Cornell LGBT Coalition Records

Investigator: 

Stephen Vider, History

Collaborators: 

Brenda Marston, Rare and Manuscript Collections

Collection Type: 

Arts & Sciences

Year: 

2021

Yellow poster for Cornell Gay Liberation Dance

We plan to digitize materials from the Cornell LGBT Coalition Records, dating from the late 1960s to the late 1990s. The Cornell LGBT Coalition was the second LGBT student group in the United States, originally founded in 1968 as the Student Homophile League, inspired by the founding of the Columbia Student Homophile League two years earlier.
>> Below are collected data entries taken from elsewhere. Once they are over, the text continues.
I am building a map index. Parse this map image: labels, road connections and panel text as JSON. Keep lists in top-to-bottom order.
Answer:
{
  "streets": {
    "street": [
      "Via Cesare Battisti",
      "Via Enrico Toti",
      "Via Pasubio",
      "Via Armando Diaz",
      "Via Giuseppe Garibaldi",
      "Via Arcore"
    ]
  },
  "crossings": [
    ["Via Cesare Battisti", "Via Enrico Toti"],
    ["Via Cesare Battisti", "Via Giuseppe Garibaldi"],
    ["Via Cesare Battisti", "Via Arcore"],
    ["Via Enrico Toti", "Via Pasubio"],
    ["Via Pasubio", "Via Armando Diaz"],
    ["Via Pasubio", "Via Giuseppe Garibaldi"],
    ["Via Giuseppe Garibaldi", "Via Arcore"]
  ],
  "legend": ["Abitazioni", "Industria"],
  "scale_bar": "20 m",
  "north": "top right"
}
Over five decades, the Coalition in its various forms (first as the Student Homophile League, then as the Cornell Gay Liberation Front, then as GAYPAC, and later as the LGB then LGBT Coalition) played a critical role in reshaping LGBT identity, community, politics, and experiences on campus and in the Ithaca-area: organizing LGBT festivals, dances, and speaking events; staging protests against LGBT exclusion from local bars and businesses; identifying and pushing back against homophobia on campus; and more largely providing social support to LGBT students. Digitizing materials from the vast records of the Cornell LGBT Coalition, including flyers, photographs, correspondence, and other ephemera, will provide Cornell students and faculty, as well as a wider community of scholars, a critical lens on the development of LGBT college activism and U.S. LGBT activism more broadly. These materials will be a major source for a student-curated exhibition on LGBTQ student life and activism at Cornell, and will be integrated into other future classes at Cornell, including Vider’s lecture course “LGBTQ+ History in the U.S.”